## Task objective
Any pictures in the records below should be skipped; write out everything else exactly.

## Records for processing
########

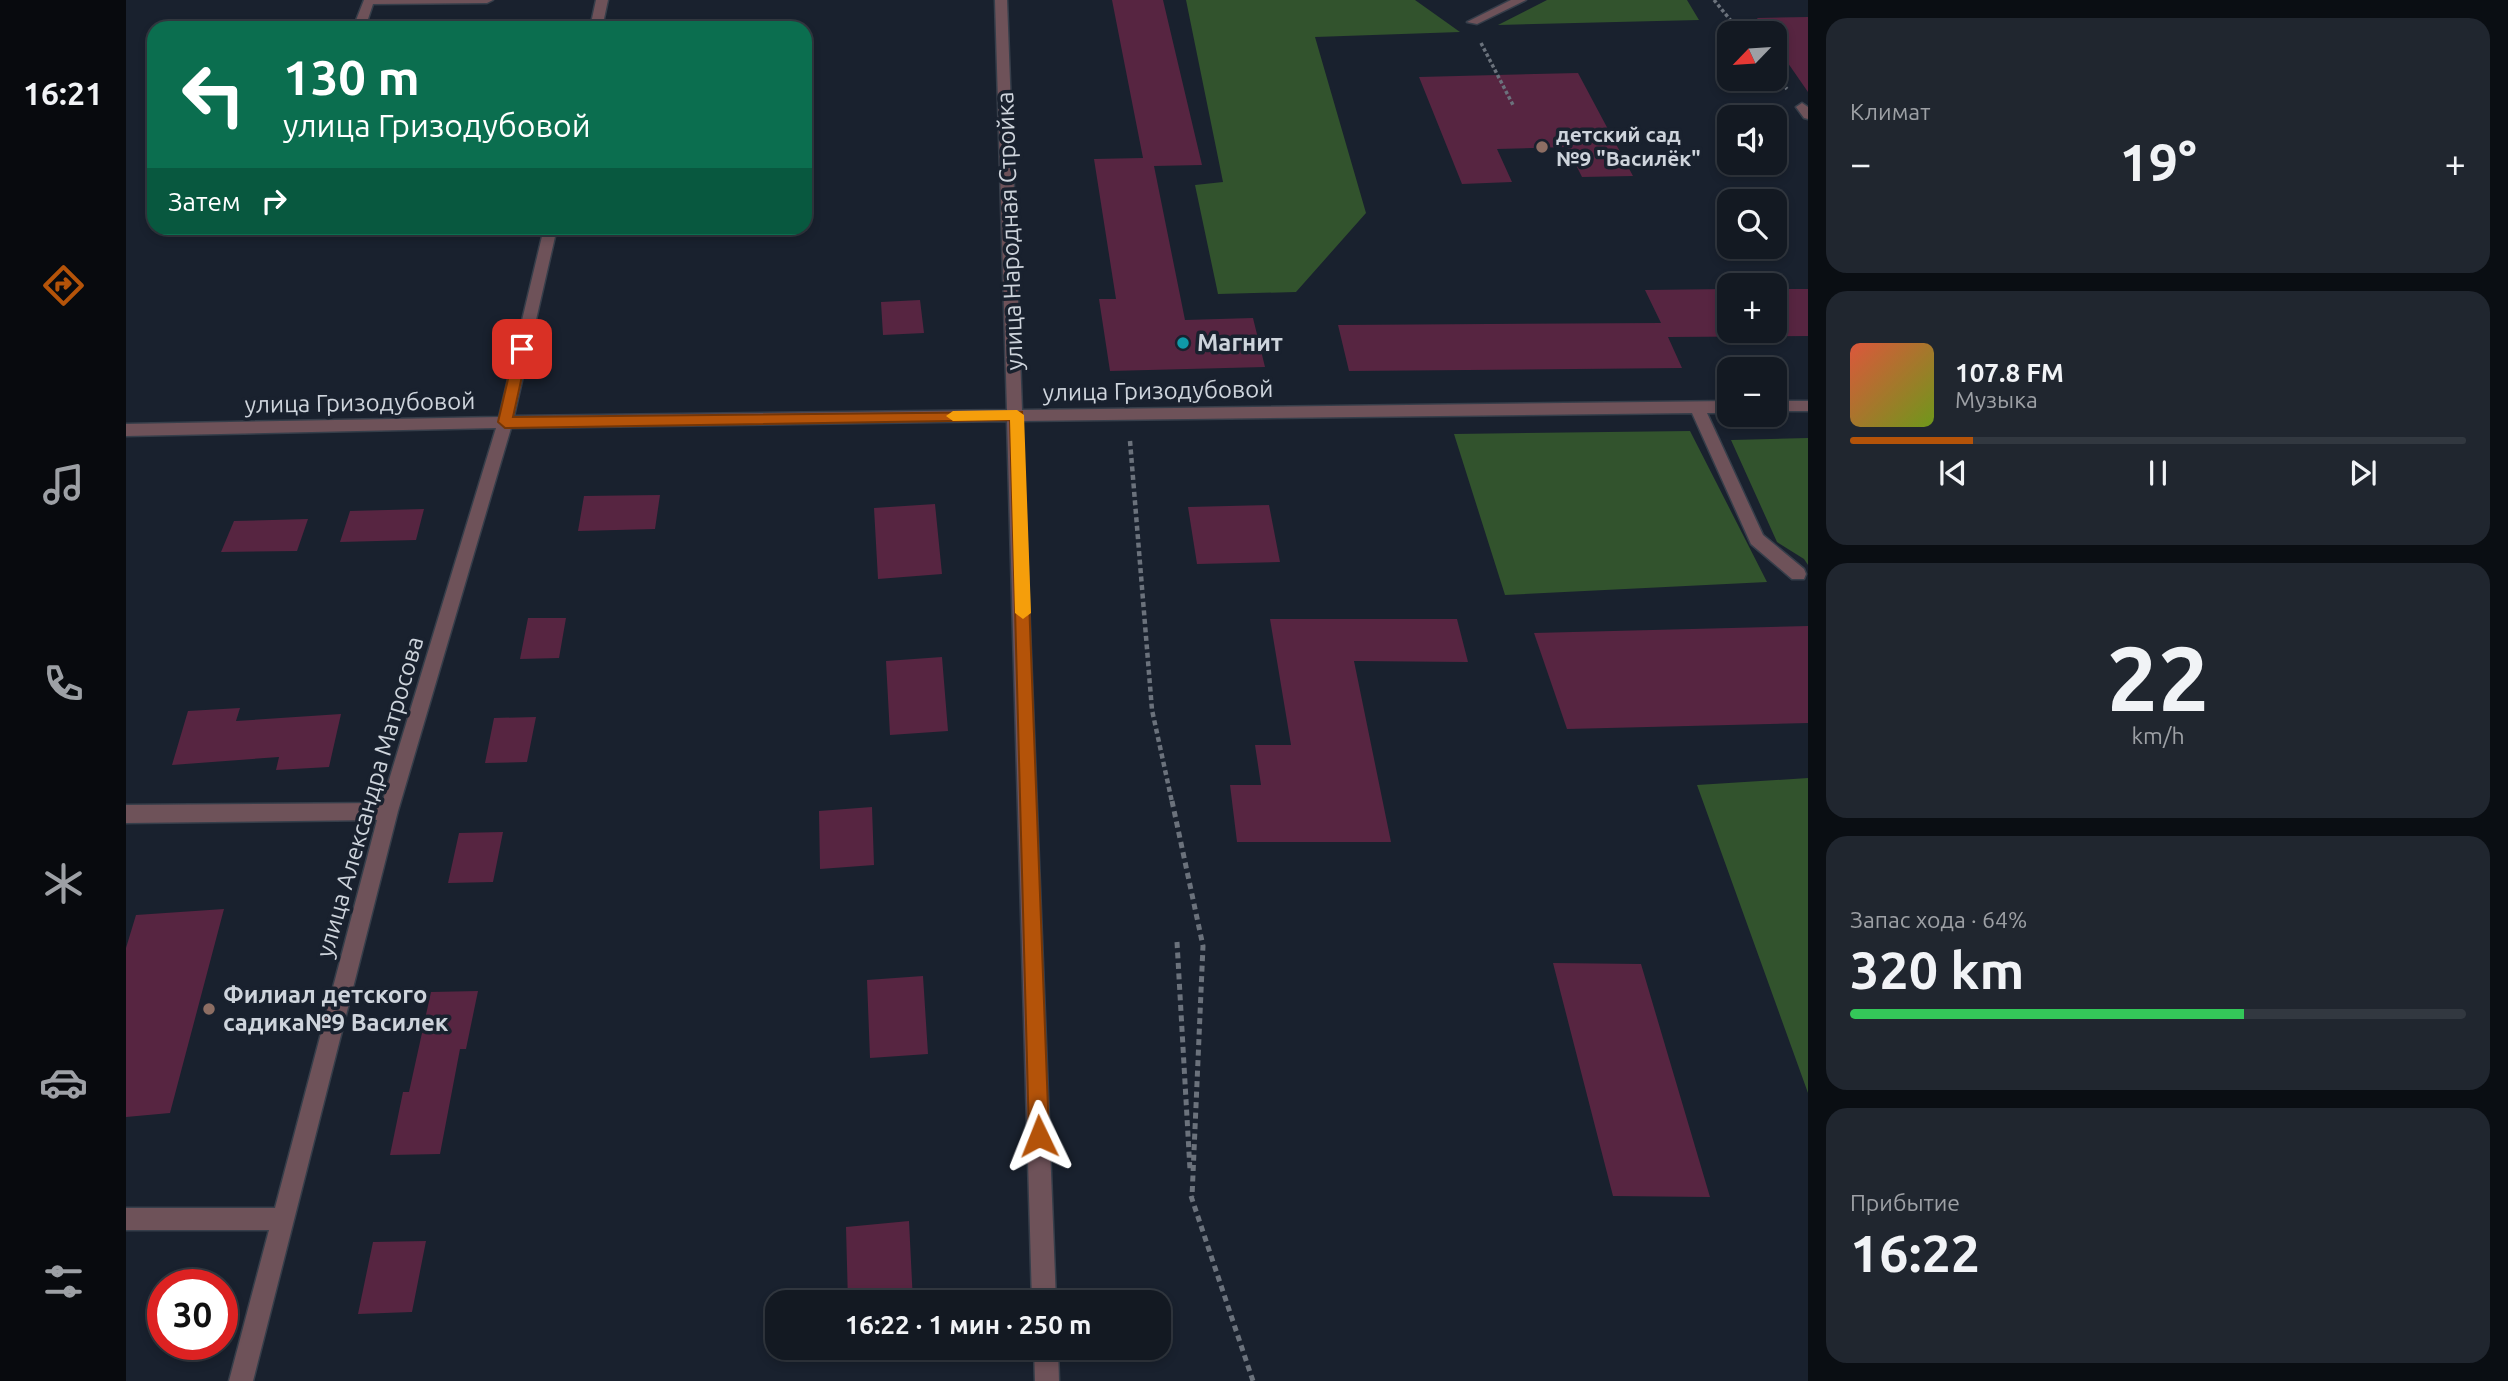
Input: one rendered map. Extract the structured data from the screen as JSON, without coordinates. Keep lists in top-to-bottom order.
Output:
{
  "streets": {
    "street": ["улица Народная Стройка", "улица Гризодубовой", "улица Александра Матросова"]
  },
  "crossings": [
    ["улица Народная Стройка", "улица Гризодубовой"],
    ["улица Гризодубовой", "улица Александра Матросова"]
  ],
  "places": ["детский сад №9 \"Василёк\"", "Магнит", "Филиал детского садика№9 Василек"],
  "north": "bottom left",
  "page": {
    "tabs": "16:21",
    "tile": [
      "Климат",
      ["22", "km/h"],
      ["Запас хода · 64%", "320 km"],
      ["Прибытие", "16:22"]
    ],
    "map_buttons": ["+", "−"],
    "turn": ["130 m", "улица Гризодубовой"],
    "heat": ["−", "19°", "+"],
    "then": "Затем",
    "song": ["107.8 FM", "Музыка"],
    "limit": "30",
    "trip": "16:22 · 1 мин · 250 m"
  }
}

########

## Exercise solution
Input: one rendered map. Extract the structured data from the screen as JSON, without coordinates. Keep lists in top-to-bottom order.
Output:
{
  "streets": {
    "street": ["улица Народная Стройка", "улица Гризодубовой", "улица Александра Матросова"]
  },
  "crossings": [
    ["улица Народная Стройка", "улица Гризодубовой"],
    ["улица Гризодубовой", "улица Александра Матросова"]
  ],
  "places": ["детский сад №9 \"Василёк\"", "Магнит", "Филиал детского садика№9 Василек"],
  "north": "bottom left",
  "page": {
    "tabs": "16:21",
    "tile": [
      "Климат",
      ["22", "km/h"],
      ["Запас хода · 64%", "320 km"],
      ["Прибытие", "16:22"]
    ],
    "map_buttons": ["+", "−"],
    "turn": ["130 m", "улица Гризодубовой"],
    "heat": ["−", "19°", "+"],
    "then": "Затем",
    "song": ["107.8 FM", "Музыка"],
    "limit": "30",
    "trip": "16:22 · 1 мин · 250 m"
  }
}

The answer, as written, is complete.